[Saved data entries]

========================

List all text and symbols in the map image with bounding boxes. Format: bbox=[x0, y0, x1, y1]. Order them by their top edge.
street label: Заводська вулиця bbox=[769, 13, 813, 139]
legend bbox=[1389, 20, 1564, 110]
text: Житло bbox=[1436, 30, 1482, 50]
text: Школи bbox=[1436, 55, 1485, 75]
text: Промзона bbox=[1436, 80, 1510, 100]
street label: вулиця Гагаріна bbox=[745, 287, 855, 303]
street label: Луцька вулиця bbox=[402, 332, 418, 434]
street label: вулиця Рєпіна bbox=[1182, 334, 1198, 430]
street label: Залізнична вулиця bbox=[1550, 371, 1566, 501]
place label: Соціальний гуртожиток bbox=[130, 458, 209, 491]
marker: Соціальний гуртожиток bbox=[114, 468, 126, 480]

========================

### WORK ITEM:
Each line above needs to be repeated exactly, with nothing omitted.

### REPLY:
List all text and symbols in the map image with bounding boxes. Format: bbox=[x0, y0, x1, y1]. Order them by their top edge.
street label: Заводська вулиця bbox=[769, 13, 813, 139]
legend bbox=[1389, 20, 1564, 110]
text: Житло bbox=[1436, 30, 1482, 50]
text: Школи bbox=[1436, 55, 1485, 75]
text: Промзона bbox=[1436, 80, 1510, 100]
street label: вулиця Гагаріна bbox=[745, 287, 855, 303]
street label: Луцька вулиця bbox=[402, 332, 418, 434]
street label: вулиця Рєпіна bbox=[1182, 334, 1198, 430]
street label: Залізнична вулиця bbox=[1550, 371, 1566, 501]
place label: Соціальний гуртожиток bbox=[130, 458, 209, 491]
marker: Соціальний гуртожиток bbox=[114, 468, 126, 480]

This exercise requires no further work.